Friday, July 25, 2014

summer 2012



We have been driving all day.  About 400 miles all told.  This is probably the longest drive of the trip.
We left Arizona this morning and are staying the night in Santa Rosa, New Mexico.  We stopped at the Petrified Forest National Park for a while.  It is so amazing to think that all those petrified trees were once upon a time real, wood trees.  One thing I learned was that all 50 states have petrified trees.  I have not done any research on this yet, but I was surprised and am fascinated.

We stopped for lunch at ArThe Hallelujah Trailby’s in Gallup, NM.   I remembered that in 1963, when I was 9, my family stopped in Gallup.  We may have even spent a couple days there.  What impressed me was that I saw a man with long hair for the first time in my life.  That man was Eddie Little Sky, a real Indian (that’s what we called him then).  He was amazing to look at.  An adult man with his hair tied up in a pony tail!  He told us that he was involved in the movie that was being filmed in Gallup, “The Hallelujah Trai”.  The actress Lee Remick and Burt Lancaster were in it.  We went to the set and watched some of the filming.  What a thing to see.  I don’t think that the movie was a great success, but we went to see it when it came out.
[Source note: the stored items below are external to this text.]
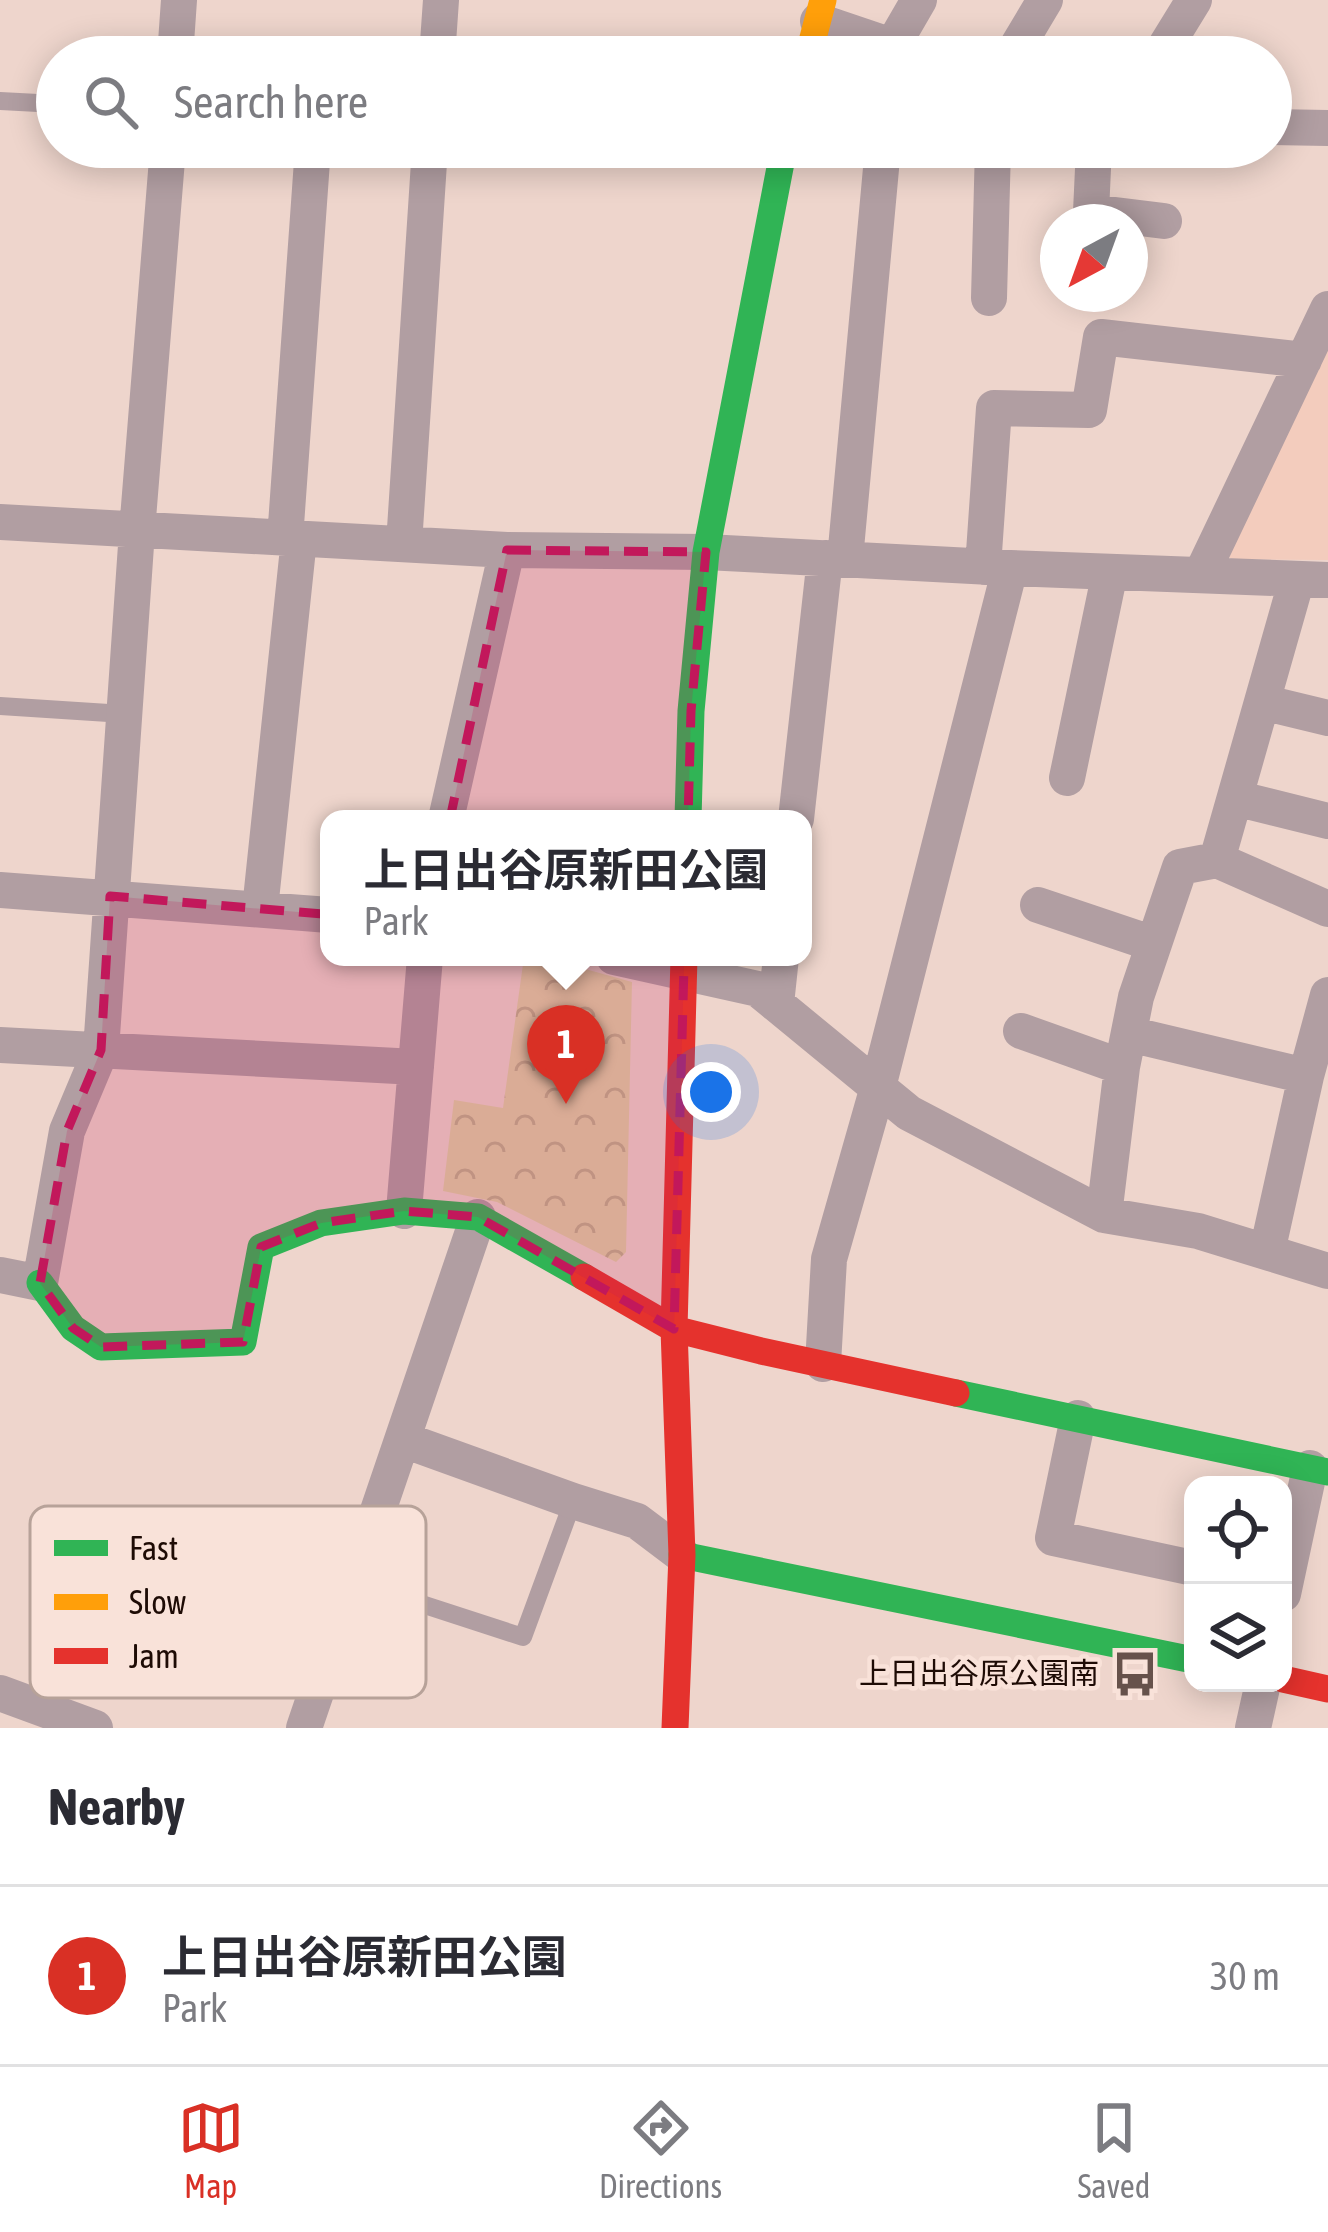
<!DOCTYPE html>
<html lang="en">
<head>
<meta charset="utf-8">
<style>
	body { margin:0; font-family:"Asap Condensed","Noto Sans JP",sans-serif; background:#f2f2f3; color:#2b2b33 }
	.controls { position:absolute; right:36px; bottom:36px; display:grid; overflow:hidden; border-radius:24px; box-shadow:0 6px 30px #0003 }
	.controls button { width:108px; height:108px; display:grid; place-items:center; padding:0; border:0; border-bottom:3px solid #e1e1e2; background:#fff; color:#2b2b33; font:60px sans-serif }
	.compass { position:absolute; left:1040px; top:204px; width:108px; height:108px; border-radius:50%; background:#fff; box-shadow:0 6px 30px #0003; rotate:221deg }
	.you { position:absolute; left:711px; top:1092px; width:42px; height:42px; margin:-30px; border:9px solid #fff; border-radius:50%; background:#1a73e8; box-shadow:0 0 0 18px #1a73e833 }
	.badge { display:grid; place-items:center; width:78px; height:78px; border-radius:50%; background:#d93025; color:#fff; font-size:39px; font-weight:700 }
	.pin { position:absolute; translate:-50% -99px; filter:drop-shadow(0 3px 6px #0008) }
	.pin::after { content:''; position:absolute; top:63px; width:42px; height:36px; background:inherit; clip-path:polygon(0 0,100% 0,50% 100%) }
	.popup { position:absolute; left:320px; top:810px; width:492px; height:156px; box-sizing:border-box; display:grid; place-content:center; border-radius:24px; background:#fff; filter:drop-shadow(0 3px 9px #0005); font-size:39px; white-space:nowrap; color:#7c7c81 }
	.popup b { font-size:45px; color:#2b2b33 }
	.popup::after { content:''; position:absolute; left:50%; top:100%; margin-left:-24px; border:24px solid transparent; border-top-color:#fff }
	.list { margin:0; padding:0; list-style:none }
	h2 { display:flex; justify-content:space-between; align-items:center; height:156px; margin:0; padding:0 48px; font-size:51px }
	h2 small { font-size:39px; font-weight:400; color:#7c7c81 }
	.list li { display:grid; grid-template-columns:78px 1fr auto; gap:36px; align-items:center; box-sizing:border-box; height:180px; padding:0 48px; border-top:3px solid #e1e1e2 }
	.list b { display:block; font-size:45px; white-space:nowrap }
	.list p { margin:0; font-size:39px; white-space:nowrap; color:#7c7c81 }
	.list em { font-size:39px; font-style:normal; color:#7c7c81 }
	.icon { flex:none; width:66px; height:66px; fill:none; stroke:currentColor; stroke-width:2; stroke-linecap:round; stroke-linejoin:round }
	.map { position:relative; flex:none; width:1328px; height:1728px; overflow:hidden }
	.search { position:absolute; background:#fff; box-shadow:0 6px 30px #0003; left:36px; right:36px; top:36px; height:132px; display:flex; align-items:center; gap:30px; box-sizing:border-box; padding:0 42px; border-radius:66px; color:#7c7c81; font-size:45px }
	.sheet { height:336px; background:#fff }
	nav { display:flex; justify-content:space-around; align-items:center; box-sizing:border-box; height:168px; border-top:3px solid #e1e1e2; background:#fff; font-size:33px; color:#7c7c81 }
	nav a { display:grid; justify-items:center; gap:6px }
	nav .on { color:#d93025 }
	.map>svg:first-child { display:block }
</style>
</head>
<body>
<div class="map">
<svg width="1328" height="1728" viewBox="0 0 1328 1728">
	<defs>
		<pattern id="park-crowns" width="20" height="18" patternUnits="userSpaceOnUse" patternTransform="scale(3)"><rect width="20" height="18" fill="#e0d1a6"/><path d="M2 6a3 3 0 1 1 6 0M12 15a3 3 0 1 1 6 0" fill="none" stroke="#c0b28d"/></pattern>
	</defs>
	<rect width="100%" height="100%" fill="#eed5cc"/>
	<!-- built -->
	<path fill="#f3ccbd" d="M1328 338V560L1231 559 1223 549Z"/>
	<!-- park -->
	<path fill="url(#park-crowns)" d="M524 957H542L632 982 626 1252 616 1262 497 1202 443 1191 454 1100 503 1108Z"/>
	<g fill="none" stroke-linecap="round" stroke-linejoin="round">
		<!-- lane -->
		<path stroke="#b19ea2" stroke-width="18" d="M0 101 57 104
			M0 706 124 714
			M354 1582 523 1637 573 1501"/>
		<!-- street -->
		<path stroke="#b19ea2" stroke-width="36" d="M818 21 892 46
			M175 57 179 0
			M437 57 441 0
			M886 57 919 0
			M1011 57 1045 0
			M1159 57 1194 0
			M1271 127 1328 128
			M1094 147 1091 212 1164 221
			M989 298 993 147
			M0 522 507 550 706 552 1010 568 1328 580
			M285 539 313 147
			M404 544 430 147
			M845 559 883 147
			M983 567 994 408 1089 410 1101 337 1304 360
			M1201 575 1328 309
			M1262 702 1328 718
			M1067 778 1110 572
			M1235 798 1328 821
			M446 819 507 550
			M796 819 825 558
			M1217 860 1328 909
			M0 890 329 915
			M1038 905 1154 944
			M260 909 299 539
			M614 957 758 989 909 1113 1104 1215 1198 1231 1328 1271
			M776 1004 781 957
			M1021 1031 1122 1067
			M1129 1034 1306 1076
			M0 1045 416 1067
			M404 1211 425 957
			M1104 1215 1122 1067 1136 997 1180 867 1217 860 1297 579
			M1267 1252 1306 1076 1328 995
			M0 1275 40 1283 67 1131 101 1050 137 531 168 147
			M823 1364 829 1259 878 1087 1010 568
			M1078 1418 1053 1538 1193 1568
			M404 1440 573 1501 637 1521 682 1555
			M1283 1594 1310 1468
			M0 1693 95 1728
			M304 1728 478 1217
			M1253 1728 1263 1683"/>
		<!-- fast -->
		<path stroke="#30b455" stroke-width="27" d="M688 819 691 711 706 552 784 147
			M40 1283 73 1328 101 1347 243 1342 261 1247 321 1223 404 1211 478 1217 584 1277
			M956 1393 1328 1472
			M682 1555 1193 1660"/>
		<!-- slow -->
		<path stroke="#ff9f0a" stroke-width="27" d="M808 57 823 0"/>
		<!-- jam -->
		<path stroke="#e5322d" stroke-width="27" d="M584 1277 674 1329 761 1351 956 1393
			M1283 1679 1328 1689
			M675 1728 682 1555 674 1329 684 957"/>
	</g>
	<!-- marked area -->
	<path fill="#c2185b" fill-opacity="0.2" stroke="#c2185b" stroke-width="9" stroke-dasharray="24 15" stroke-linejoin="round" d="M507 550 706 552 691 711 674 1329 478 1217 404 1211 321 1223 261 1247 243 1342 101 1347 73 1328 40 1283 67 1131 101 1050 110 896 428 923Z"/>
	<!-- icons -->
	<defs>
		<g id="bus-bare" transform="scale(3.6)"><path d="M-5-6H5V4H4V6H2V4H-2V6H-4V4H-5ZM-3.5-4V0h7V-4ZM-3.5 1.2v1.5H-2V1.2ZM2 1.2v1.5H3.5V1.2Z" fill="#67524b" stroke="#f9e2d9" stroke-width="2.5" paint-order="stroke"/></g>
	</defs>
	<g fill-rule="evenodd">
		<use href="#bus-bare" x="1135" y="1674"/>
	</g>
	<g text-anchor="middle" stroke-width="9" stroke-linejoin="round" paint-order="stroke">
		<!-- poi labels -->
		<g font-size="30" fill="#1e0b05" stroke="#f9e2d9" text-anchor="end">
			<text x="1099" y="1684">上日出谷原公園南</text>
		</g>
	</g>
	<!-- legend -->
	<rect x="30" y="1506" width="396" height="192" rx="18" fill="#f9e2d9" stroke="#b7a299" stroke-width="3"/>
	<rect x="54" y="1540" width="54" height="16" fill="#30b455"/>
	<rect x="54" y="1594" width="54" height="16" fill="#ff9f0a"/>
	<rect x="54" y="1648" width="54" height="16" fill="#e5322d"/>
	<g font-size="33" fill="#1e0b05">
		<text x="129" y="1560">Fast</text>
		<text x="129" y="1614">Slow</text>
		<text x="129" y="1668">Jam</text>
	</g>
</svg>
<div class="controls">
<button><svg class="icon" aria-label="locate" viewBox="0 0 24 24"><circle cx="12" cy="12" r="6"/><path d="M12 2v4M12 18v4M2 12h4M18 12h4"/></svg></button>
<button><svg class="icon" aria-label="layers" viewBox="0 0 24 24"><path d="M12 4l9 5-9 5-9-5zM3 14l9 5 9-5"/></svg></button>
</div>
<svg class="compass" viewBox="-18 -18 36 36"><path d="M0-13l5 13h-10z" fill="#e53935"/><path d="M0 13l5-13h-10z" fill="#7c7c81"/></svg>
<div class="you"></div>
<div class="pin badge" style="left:566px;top:1104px">1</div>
<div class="popup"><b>上日出谷原新田公園</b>Park</div>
<div class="search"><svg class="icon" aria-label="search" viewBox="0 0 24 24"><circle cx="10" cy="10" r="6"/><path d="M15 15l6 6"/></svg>Search here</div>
</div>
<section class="sheet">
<h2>Nearby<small></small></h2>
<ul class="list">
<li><span class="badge">1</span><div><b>上日出谷原新田公園</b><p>Park</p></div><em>30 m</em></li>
</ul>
</section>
<nav>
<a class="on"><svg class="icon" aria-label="map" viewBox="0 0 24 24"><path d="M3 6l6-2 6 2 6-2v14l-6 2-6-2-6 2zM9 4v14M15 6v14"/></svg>Map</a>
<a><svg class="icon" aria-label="directions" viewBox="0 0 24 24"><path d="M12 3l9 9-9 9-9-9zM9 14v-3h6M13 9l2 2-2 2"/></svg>Directions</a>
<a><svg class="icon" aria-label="saved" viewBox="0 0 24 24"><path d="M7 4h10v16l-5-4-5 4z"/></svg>Saved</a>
</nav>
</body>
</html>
I saw Eddie Little Sky in other movies and always got a thrill, knowing that I had met him in person!
Somewhere along the way, maybe at the Petrified Forest, we met a couple from New Jersey.  They were in their Harley and the man had a huge, bushy, gray beard.   Later when we stopped to look at the Painted Desert, the same folks pulled in to the scenic overlook just after we did.  We said “hi” to each other and laughed.

As I have said in this blog before, Harleys bring my brother, Dale, back to me.  If only for a moment.
It was strange to go through Arizona and not know anyone there.   Ever since before we got married, my dad lived in Green Valley and then Tucson, where he died.  Nick and I stayed with my dad pretty much every time we were going overseas or were on our way home.  The first time with no children.  The last time I went with kids was probably in 1991.  Carol and I and all five kids went.
I saw my dad several times after that.  In Oregon at least once that I can remember, in 1996.  

The last time I saw my dad was probably 2000.  He was in a nursing home suffering with dementia.  The big, towering man I called “Daddy” all my life, had lost so much weight he didn’t look like himself.  But amazingly he was able to recite the Norwegian nursery rhyme he always recited when I was little.  And he translated it for me.

I have so many ghosts in my life.   Too many probably.  But I am lucky to have known and loved them in my lifetime.